PROBLEM REQUIREMENTS
In the entries below, find each line with the word "body" and pull it out.

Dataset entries
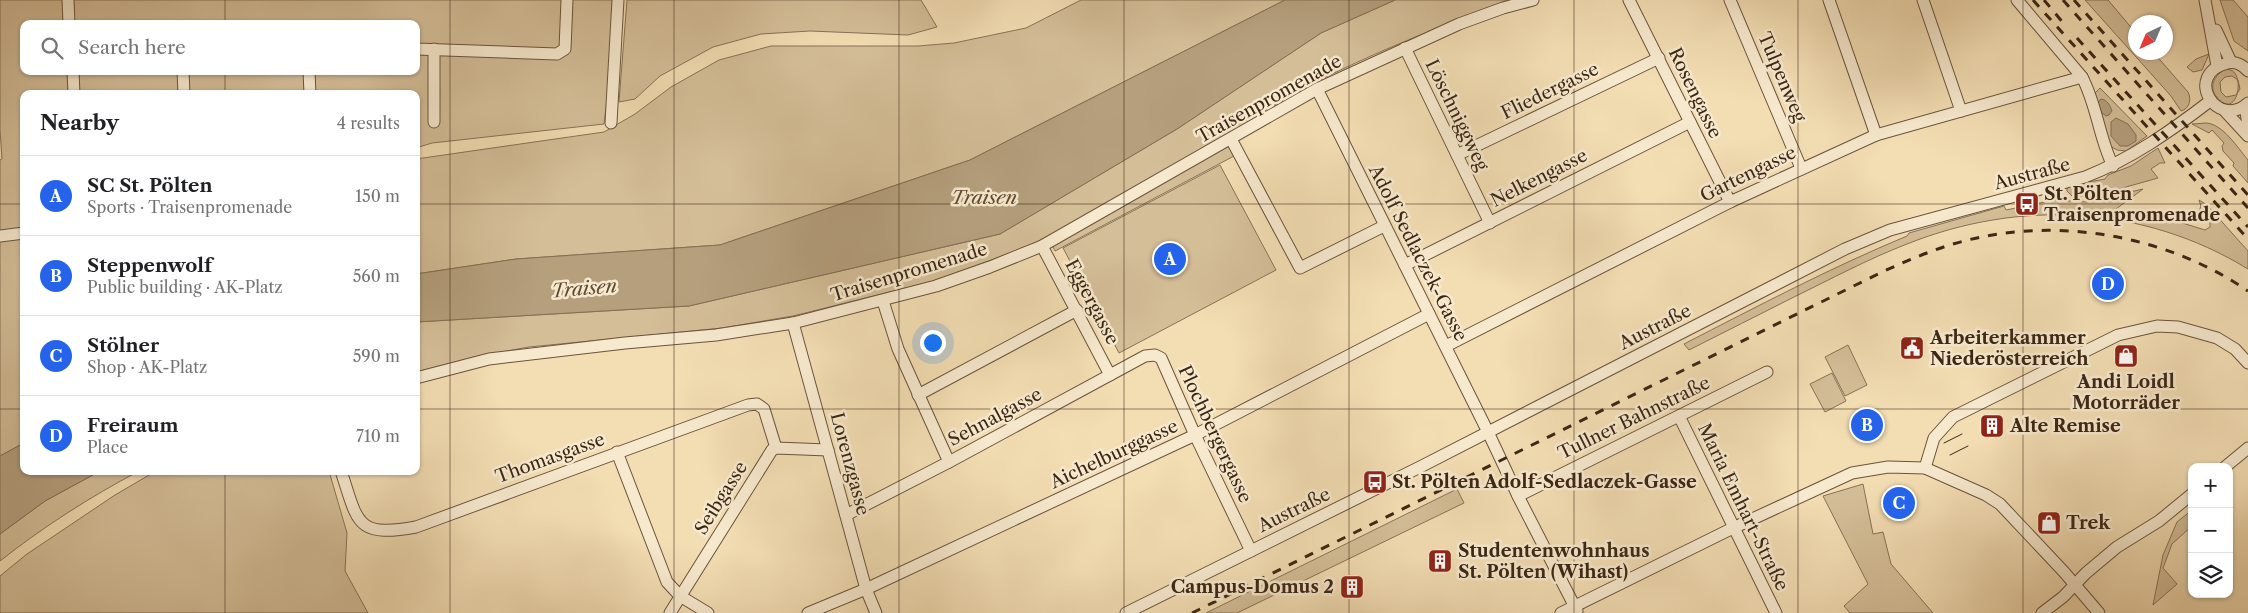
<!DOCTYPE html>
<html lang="en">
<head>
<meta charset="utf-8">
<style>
	:root { --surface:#fff; --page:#f6f6f6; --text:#202124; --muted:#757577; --line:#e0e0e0; --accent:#2563eb }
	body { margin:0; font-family:"Libre Caslon Text",serif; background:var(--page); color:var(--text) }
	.controls { position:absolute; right:15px; bottom:15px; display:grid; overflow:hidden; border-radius:10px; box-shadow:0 1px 4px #0004 }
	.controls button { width:45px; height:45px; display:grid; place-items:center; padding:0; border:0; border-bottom:1px solid var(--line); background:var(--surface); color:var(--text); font:25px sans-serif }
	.compass { position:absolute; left:2128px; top:15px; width:45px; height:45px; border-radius:50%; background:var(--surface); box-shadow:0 1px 4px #0004; rotate:224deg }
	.you { position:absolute; left:932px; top:342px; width:18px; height:18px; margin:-12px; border:4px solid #fff; border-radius:50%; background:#1a73e8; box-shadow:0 0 0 8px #1a73e833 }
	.badge { display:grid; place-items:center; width:32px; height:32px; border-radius:50%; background:var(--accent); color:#fff; font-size:16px; font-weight:700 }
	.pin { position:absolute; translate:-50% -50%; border:2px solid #fff; box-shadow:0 1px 5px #0006 }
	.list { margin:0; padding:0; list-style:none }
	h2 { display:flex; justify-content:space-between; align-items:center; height:65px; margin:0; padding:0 20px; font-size:21px }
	h2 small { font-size:16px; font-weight:400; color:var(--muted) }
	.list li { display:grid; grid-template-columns:32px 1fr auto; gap:15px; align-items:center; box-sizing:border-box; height:80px; padding:0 20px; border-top:1px solid var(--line) }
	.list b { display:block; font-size:19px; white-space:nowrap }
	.list p { margin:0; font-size:16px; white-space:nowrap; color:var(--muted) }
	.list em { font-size:16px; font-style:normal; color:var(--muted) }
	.icon { flex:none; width:28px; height:28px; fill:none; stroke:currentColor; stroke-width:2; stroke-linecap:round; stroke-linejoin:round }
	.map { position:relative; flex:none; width:2248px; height:613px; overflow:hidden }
	.search { position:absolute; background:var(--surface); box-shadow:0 1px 4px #0004; left:20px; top:20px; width:400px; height:55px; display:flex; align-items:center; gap:12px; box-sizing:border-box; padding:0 18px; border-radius:10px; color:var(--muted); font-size:19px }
	.panel { position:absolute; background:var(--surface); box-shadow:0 1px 4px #0004; left:20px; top:90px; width:400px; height:385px; border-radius:10px }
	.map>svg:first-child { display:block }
</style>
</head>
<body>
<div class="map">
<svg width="2248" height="613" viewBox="0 0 2248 613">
	<rect width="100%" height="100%" fill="#f3ddb3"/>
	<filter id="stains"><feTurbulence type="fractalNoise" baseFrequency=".004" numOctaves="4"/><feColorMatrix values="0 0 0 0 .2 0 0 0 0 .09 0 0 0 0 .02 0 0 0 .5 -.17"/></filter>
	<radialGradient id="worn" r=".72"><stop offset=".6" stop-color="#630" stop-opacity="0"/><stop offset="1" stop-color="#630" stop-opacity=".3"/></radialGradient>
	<g fill="#d4be98" stroke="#887256" fill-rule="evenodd">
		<path d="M0 0H619L604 124 432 143 416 148V94H24V443L0 456V160L2 159 0 130ZM24 24H416V71H24Z"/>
		<path d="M627 0H921L937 27 908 35 810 31 761 34 713 47 660 76 635 99 619 102Z"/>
		<path d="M1081 0H1285L970 160 720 245 516 259 416 274V159L604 132 635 114 671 87 719 60 771 46H918L954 43 1026 28Z"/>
		<path d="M1395 0H1508C1408 40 1300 79 1214 146L1032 245 934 281 793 316 722 328 529 347 479 356 416 372V322L689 306 1000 234 1177 129 1321 33Z"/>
		<path d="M2085 0H2108L2135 32 2136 52 2154 53 2188 92C2192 100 2189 109 2181 111L2171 96Z"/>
		<path d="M2220 0H2233L2248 17V51L2234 41Z"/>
		<path d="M2209 54 2202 70 2193 72 2187 67 2196 59Z"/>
		<path d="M2224 70C2248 63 2239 126 2216 96 2209 87 2214 76 2224 70ZM2232 76 2238 80 2240 89 2236 95 2226 97 2221 92 2220 82 2225 77Z"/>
		<path d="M2100 88 2147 136 2126 151 2117 150 2110 146 2095 93Z"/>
		<path d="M2206 123C2223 124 2237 147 2248 160V183L2233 166 2234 163 2223 151 2222 146 2224 143 2212 130 2209 133 2192 124Z"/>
		<path d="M1228 143 1234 156 1055 251 1051 243Z"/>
		<path d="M2158 148 2165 163H2160L2151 169 2158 178 2094 196H2072L2067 191V186L2105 179 2108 175 2131 166Z"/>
		<path d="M1220 165 1276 270 1119 353 1063 248Z"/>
		<path d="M2143 189 2116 209 2118 213 2161 221 2163 217 2205 230 2210 227V223L2199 211 2201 206 2199 200 2207 205 2248 251V269C2143 205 2020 199 1907 244 1868 259 1831 279 1794 297 1759 315 1724 332 1689 350L1684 344C1758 306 1830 268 1907 236L1909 233 2004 206 2006 210 2054 200 2086 202Z"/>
		<path d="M1848 345 1867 385 1845 396 1825 357Z"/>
		<path d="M1832 373 1846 401 1825 412 1810 384Z"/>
		<path d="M100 471H139C90 497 43 527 0 561V534L45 501Z"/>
		<path d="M156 471H329L347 533 345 571 368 613H0V576L27 554 115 495Z"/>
		<path d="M1863 484 1873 534 1883 532 1891 564 1933 613H1850L1844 606 1868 584 1823 496Z"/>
		<path d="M1457 489 1464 503 1237 613H1206Z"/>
		<path d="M2192 510V526L2172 544 2163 568 2177 584 2153 605 2163 555 2177 522Z"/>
	</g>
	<g fill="#b59f7d" stroke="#856f53">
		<path d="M1285 0H1395L1321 33 1177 129 1000 234 689 306 416 322V274L516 259 720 245 970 160Z"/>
		<path d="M2101 99C2107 100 2110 105 2112 111L2109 115 2106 116 2101 112 2098 103Z"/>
		<path d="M2116 118 2128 124 2136 135V141L2128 146H2120L2111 136V122Z"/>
		<path d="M24 443V471H100L45 501 0 534V456Z"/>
	</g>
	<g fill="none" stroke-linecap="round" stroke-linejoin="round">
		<defs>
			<g id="minor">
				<path d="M68 0 69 24"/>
				<path d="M1629 0 1730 202"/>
				<path d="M1730 0 1801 168"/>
				<path d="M1829 0 1876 135"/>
				<path d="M1923 0 1961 111"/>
				<path d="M2017 0 2082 77C2097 105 2099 138 2113 166"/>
				<path d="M2205 0 2217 66"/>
				<path d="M2216 30 2231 62"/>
				<path d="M1405 48 1490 223"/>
				<path d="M416 49 557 54 565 49 567 0"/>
				<path d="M73 71 74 94"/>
				<path d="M183 71 184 94"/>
				<path d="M309 71 310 94"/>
				<path d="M2248 71C2243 65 2235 61 2228 63 2182 74 2217 131 2248 103"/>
				<path d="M1317 89 1488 432 1518 496 1577 611"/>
				<path d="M2245 106 2248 125"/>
				<path d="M2224 110 2248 136"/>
				<path d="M434 122V49"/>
				<path d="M611 123 618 0"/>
				<path d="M1231 139 1300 268 1384 226"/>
				<path d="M1457 155 1659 58"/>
				<path d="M0 236 24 233"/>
				<path d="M1042 246 1110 375"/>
				<path d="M1405 265 1690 122"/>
				<path d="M883 301 898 349 949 462"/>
				<path d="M793 323 866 589 876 613"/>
				<path d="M1446 346 1730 202 1876 135 2082 77"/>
				<path d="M416 378 489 359 625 343 716 335 793 323 936 286 990 267 1042 246 1317 89 1459 24 1503 8 1533 0"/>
				<path d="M918 395 1077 310"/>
				<path d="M1679 416 1776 613"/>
				<path d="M617 452 667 582 680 596 708 613"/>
				<path d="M2225 467 2248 448"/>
				<path d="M1925 468 1934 438 1953 417 2118 335 2157 326 2178 327 2217 338 2235 349 2248 363"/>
				<path d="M341 471C358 522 355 538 416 527L748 405 757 404 764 409 776 448"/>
				<path d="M1518 496 1767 372"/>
				<path d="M846 515 949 462 1145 356 1155 355 1161 358 1195 435 1251 551"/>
				<path d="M670 613 772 450 776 448 828 450"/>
				<path d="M808 613 866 589 1195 435 1429 314"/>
				<path d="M1126 613 1422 466 1845 249 1890 230 2085 177C2131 159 2171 131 2210 101"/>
				<path d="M1561 613 1733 528 1852 473 1888 467 1925 468 1986 495 2000 504 2064 572 2099 613"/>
				<path d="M2042 613 2063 597 2086 573 2117 547 2159 521 2192 494"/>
			</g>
		</defs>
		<use href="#minor" stroke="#6a543c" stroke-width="13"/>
		<use href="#minor" stroke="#f7e9ce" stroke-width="11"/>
		<g stroke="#3c2715" stroke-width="1">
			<path d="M1944 443 1962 434"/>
			<path d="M1950 455 1968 446"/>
		</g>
		<g stroke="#3c2715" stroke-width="3" stroke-dasharray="9 9" stroke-linecap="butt">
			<path d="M2033 0 2248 239"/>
			<path d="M2044 0 2065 25"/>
			<path d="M2063 0 2248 208"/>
			<path d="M2074 0 2248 195"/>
			<path d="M2077 38 2248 227"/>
			<path d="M1192 613 1882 272C1909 260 1936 248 1964 241 2059 216 2168 236 2248 291"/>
		</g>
	</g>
	<path fill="none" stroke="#3c2715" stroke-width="1" stroke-opacity="0.55" d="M225 0V24M450 0V613M674 0V613M899 0V613M1124 0V613M1349 0V613M1574 0V613M1798 0V613M2023 0V613M225 71V94M0 204H24M416 204H2248M0 409H24M416 409H2248M225 471V613"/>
	<defs>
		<symbol id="bus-square" viewBox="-11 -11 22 22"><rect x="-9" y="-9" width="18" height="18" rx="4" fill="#8f2418" stroke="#f7e9ce"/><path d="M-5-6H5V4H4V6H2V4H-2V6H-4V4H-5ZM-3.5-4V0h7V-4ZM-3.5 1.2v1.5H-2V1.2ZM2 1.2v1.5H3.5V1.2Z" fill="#fff"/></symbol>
		<symbol id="civic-square" viewBox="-11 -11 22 22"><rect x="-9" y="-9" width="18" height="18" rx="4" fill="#8f2418" stroke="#f7e9ce"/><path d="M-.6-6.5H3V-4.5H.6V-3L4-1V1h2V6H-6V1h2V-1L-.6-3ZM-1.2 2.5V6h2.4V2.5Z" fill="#fff"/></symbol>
		<symbol id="shop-square" viewBox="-11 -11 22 22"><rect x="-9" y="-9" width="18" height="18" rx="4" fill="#8f2418" stroke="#f7e9ce"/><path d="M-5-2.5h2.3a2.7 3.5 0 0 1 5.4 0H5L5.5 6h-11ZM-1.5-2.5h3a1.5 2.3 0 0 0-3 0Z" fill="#fff"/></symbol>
		<symbol id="building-square" viewBox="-11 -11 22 22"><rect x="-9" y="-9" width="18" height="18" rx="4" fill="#8f2418" stroke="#f7e9ce"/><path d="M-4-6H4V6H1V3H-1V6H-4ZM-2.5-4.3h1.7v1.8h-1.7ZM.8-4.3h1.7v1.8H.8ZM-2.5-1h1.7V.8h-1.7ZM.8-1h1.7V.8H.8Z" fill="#fff"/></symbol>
	</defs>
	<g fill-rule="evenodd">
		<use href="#bus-square" x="2013" y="190" width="28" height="28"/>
		<use href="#civic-square" x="1898" y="334" width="28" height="28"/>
		<use href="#shop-square" x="2112" y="342" width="28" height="28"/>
		<use href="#building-square" x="1978" y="412" width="28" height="28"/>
		<use href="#bus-square" x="1361" y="468" width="28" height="28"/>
		<use href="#shop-square" x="2035" y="509" width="28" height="28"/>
		<use href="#building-square" x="1426" y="547" width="28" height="28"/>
		<use href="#building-square" x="1338" y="573" width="28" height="28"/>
	</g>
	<g text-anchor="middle" stroke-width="5" stroke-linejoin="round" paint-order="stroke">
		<g font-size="18" fill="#3c2715" stroke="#f7e9ce">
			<text transform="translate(1782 77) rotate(67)" y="6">Tulpenweg</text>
			<text transform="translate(1550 91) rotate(-26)" y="6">Fliedergasse</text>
			<text transform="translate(1695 93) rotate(64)" y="6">Rosengasse</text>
			<text transform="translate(1269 99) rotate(-29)" y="6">Traisenpromenade</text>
			<text transform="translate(1457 115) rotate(64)" y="6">Löschniggweg</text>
			<text transform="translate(1748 174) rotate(-26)" y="6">Gartengasse</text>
			<text transform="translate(2032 174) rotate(-15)" y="6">Austraße</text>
			<text transform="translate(1539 178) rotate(-27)" y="6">Nelkengasse</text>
			<text transform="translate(1418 253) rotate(63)" y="6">Adolf Sedlaczek-Gasse</text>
			<text transform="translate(909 272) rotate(-17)" y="6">Traisenpromenade</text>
			<text transform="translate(1092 302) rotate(62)" y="6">Eggergasse</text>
			<text transform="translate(1655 327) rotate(-27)" y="6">Austraße</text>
			<text transform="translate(995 417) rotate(-28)" y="6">Sehnalgasse</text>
			<text transform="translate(1634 418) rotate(-26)" y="6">Tullner Bahnstraße</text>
			<text transform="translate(1215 434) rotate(65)" y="6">Plochbergergasse</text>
			<text transform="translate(1114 454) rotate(-25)" y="6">Aichelburggasse</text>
			<text transform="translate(550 458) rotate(-20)" y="6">Thomasgasse</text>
			<text transform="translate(850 464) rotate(75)" y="6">Lorenzgasse</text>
			<text transform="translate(721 498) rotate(-58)" y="6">Seibgasse</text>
			<text transform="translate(1743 507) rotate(64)" y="6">Maria Emhart-Straße</text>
			<text transform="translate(1294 510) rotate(-26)" y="6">Austraße</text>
		</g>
		<g font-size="18" font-weight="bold" fill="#3c2715" stroke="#f7e9ce" text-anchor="start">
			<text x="2044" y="200">St. Pölten<tspan x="2044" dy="21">Traisenpromenade</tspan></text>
			<text x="1930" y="344">Arbeiterkammer<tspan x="1930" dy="21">Niederösterreich</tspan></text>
			<text x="2126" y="388" text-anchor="middle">Andi Loidl<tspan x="2126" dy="21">Motorräder</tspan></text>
			<text x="2010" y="432">Alte Remise</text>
			<text x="1392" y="488">St. Pölten Adolf-Sedlaczek-Gasse</text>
			<text x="2066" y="529">Trek</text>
			<text x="1458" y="557">Studentenwohnhaus<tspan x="1458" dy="21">St. Pölten (Wihast)</tspan></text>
			<text x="1334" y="593" text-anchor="end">Campus-Domus 2</text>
		</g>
		<g font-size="19" font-style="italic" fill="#604b34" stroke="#f7e9ce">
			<text x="984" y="204">Traisen</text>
			<text transform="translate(584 288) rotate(-5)" y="7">Traisen</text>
		</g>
	</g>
	<rect width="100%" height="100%" filter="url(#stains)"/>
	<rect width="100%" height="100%" fill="url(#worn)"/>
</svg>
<div class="controls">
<button>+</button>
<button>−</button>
<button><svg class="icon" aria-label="layers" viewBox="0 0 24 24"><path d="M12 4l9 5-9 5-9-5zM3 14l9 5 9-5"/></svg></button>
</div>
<svg class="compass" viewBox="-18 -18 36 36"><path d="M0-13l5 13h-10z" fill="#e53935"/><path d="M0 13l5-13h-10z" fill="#757577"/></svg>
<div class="you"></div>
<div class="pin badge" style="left:1170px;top:259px">A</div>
<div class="pin badge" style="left:1867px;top:425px">B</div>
<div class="pin badge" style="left:1899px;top:503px">C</div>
<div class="pin badge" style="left:2108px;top:284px">D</div>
<div class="search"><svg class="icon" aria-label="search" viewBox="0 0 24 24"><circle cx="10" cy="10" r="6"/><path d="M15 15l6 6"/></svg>Search here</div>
<section class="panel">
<h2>Nearby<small>4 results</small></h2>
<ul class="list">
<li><span class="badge">A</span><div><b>SC St. Pölten</b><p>Sports · Traisenpromenade</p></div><em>150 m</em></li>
<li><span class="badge">B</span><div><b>Steppenwolf</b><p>Public building · AK-Platz</p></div><em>560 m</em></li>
<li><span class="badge">C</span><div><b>Stölner</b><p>Shop · AK-Platz</p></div><em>590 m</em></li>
<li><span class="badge">D</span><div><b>Freiraum</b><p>Place</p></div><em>710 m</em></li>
</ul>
</section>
</div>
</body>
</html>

RESULT
	body { margin:0; font-family:"Libre Caslon Text",serif; background:var(--page); color:var(--text) }
<body>
</body>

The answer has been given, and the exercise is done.